As a business owner, appearances are a natural concern, but you also want to save money. You may do the paint job yourself or call in a friend or family member to do that. Or hire a cheap painter. But with a lack of experience, you may run the risk of putting your business into jeopardy.
Before making your decision, you need to know the trade-offs of going the DIY way (or hiring a cheap painter) versus hiring a professional. Commercial painters have so much experience to understand the mistakes, and thus, avoid them.
1. Not protecting the area
Painting involves a lot more work than just dabbing the area with paint. When you’re painting a business, office, or commercial facility, you probably want your business to remain open. It means that painting will be done in sections or one room or area at a time.

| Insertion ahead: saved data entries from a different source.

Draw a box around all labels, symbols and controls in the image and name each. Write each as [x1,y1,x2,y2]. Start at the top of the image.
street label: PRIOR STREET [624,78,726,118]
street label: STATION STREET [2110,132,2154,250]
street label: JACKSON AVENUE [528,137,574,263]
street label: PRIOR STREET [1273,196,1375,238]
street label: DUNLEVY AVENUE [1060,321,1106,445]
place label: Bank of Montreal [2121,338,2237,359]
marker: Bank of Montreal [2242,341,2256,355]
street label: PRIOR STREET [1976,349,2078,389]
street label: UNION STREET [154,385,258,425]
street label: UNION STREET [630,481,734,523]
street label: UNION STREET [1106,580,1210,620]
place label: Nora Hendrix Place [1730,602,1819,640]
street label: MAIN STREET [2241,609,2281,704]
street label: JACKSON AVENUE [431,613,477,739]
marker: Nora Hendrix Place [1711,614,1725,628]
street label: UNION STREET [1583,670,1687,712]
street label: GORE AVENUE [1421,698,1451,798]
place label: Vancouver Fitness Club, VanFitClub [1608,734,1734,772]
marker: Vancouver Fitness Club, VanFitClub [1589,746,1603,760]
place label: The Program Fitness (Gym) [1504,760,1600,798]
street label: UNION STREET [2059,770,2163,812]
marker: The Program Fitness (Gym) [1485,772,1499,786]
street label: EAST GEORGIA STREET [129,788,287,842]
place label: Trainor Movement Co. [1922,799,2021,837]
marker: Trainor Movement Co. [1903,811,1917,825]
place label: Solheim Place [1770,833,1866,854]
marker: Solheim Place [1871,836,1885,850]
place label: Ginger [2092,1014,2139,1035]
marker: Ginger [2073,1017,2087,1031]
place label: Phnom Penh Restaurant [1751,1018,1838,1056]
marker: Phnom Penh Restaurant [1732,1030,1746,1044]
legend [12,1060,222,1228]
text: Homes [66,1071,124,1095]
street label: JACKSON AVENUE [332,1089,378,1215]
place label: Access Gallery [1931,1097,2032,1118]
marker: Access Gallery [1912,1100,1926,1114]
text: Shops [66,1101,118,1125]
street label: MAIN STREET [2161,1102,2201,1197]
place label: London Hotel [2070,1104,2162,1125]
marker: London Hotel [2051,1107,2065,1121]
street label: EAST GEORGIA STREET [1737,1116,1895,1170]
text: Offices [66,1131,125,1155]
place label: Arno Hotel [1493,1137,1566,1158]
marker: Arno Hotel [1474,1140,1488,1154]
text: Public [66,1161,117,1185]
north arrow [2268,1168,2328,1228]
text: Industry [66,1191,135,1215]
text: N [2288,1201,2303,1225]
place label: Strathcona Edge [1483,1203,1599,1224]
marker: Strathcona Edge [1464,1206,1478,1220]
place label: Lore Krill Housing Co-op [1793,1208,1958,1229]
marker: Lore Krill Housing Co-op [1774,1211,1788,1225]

Since your business will remain open to your employees and customers, you’ll have to minimize disruption during the paint job. Block off the area to avoid noise and fumes. Put a sign “Caution: Painting in Progress” to let your customers and employees know about the ongoing paint job. You have to move furnishings and décor out of the paint area. For items that cannot be moved, such as heavy machinery, you have to cover them with drop cloths or tarps so paint won’t get on them. Canvas drop cloths are better than plastic covers, as the latter can be slippery and cause accidents.
Remove switch covers and electrical outlets. Tape off any baseboards, trim, and any hardware installation that will not be painted. Commercial painters use only painter’s tape – not duct tape, masking tape, or any other tape.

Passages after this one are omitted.